→ About this exercise: Look for "Saint" in the listing below. Gather each line that contains it.

--------------------------------------------------

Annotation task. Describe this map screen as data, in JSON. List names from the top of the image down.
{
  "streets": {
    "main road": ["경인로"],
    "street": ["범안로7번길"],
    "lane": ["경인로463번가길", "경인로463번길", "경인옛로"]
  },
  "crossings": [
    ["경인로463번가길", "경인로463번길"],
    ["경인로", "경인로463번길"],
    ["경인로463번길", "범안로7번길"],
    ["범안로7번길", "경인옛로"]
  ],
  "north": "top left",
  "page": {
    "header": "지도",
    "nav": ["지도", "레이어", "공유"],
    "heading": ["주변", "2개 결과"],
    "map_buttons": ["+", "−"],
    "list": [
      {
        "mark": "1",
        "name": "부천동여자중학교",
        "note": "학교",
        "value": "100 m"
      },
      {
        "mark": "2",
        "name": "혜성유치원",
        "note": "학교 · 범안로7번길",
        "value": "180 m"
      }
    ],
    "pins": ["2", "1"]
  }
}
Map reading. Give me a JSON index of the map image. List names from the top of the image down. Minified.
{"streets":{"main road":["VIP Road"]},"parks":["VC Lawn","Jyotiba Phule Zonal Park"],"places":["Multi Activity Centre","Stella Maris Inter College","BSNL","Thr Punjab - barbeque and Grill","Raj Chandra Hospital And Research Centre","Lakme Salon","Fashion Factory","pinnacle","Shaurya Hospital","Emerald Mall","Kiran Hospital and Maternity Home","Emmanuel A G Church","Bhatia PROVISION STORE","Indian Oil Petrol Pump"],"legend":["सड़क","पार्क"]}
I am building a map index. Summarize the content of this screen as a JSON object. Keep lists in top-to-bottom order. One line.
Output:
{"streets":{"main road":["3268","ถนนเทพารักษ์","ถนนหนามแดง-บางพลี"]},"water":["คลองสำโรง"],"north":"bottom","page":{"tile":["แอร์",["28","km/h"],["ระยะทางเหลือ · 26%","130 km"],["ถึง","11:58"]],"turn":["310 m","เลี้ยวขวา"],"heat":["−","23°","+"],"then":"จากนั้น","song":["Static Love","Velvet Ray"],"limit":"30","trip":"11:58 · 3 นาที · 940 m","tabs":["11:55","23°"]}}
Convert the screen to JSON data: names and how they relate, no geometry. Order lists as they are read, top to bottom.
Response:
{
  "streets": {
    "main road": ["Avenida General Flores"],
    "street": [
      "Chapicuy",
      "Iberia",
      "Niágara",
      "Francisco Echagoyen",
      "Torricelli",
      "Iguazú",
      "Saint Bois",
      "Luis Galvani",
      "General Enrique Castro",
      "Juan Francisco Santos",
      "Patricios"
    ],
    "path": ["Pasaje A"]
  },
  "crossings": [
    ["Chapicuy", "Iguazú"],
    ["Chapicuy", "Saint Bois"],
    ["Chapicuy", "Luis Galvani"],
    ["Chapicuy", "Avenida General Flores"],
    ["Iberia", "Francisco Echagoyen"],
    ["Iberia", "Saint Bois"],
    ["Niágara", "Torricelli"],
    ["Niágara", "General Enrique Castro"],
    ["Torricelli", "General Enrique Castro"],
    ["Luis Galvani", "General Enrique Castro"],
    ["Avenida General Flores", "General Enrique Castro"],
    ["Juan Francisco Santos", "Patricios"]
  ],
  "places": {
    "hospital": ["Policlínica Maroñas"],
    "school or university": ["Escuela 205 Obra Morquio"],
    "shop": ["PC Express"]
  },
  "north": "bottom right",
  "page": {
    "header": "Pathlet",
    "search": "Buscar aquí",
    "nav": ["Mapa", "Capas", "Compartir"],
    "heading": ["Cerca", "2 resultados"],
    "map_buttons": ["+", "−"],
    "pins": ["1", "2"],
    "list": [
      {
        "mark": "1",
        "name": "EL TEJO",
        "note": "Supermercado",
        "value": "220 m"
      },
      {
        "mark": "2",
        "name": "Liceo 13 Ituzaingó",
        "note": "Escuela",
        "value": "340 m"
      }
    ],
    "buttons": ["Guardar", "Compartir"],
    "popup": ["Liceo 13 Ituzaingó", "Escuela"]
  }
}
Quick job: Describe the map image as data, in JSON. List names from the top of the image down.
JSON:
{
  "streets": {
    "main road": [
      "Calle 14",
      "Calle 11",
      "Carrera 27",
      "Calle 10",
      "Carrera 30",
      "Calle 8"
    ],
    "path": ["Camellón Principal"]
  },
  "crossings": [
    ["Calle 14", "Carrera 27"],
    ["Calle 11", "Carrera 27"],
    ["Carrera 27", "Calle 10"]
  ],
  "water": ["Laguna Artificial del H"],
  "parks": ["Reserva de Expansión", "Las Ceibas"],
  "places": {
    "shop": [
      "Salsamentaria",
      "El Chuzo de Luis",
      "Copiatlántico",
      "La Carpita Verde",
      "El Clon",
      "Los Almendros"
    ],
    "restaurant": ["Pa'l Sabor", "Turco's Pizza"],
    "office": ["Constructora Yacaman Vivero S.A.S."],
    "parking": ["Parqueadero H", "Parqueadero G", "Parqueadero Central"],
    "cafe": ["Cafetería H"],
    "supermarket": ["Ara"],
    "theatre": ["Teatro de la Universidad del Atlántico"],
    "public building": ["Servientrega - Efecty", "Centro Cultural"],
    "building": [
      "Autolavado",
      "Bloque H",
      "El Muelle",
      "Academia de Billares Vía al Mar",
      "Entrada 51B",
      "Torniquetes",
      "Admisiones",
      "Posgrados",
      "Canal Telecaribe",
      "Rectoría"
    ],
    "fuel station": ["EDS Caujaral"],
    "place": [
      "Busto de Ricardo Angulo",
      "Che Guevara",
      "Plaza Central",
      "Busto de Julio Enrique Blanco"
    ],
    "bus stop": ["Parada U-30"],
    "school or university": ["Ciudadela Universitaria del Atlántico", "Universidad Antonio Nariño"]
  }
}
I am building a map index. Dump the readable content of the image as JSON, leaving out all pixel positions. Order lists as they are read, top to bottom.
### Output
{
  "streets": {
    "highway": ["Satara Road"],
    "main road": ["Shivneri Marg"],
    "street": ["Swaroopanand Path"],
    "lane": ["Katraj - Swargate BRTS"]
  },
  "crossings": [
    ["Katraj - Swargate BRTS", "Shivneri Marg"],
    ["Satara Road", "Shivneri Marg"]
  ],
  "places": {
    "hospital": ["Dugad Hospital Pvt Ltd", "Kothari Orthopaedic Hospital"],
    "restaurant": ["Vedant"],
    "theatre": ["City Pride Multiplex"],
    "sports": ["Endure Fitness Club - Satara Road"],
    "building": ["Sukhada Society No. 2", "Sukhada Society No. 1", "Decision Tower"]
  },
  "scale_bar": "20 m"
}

--------------------------------------------------

→ Answer below:
      "Saint Bois",
    ["Chapicuy", "Saint Bois"],
    ["Iberia", "Saint Bois"],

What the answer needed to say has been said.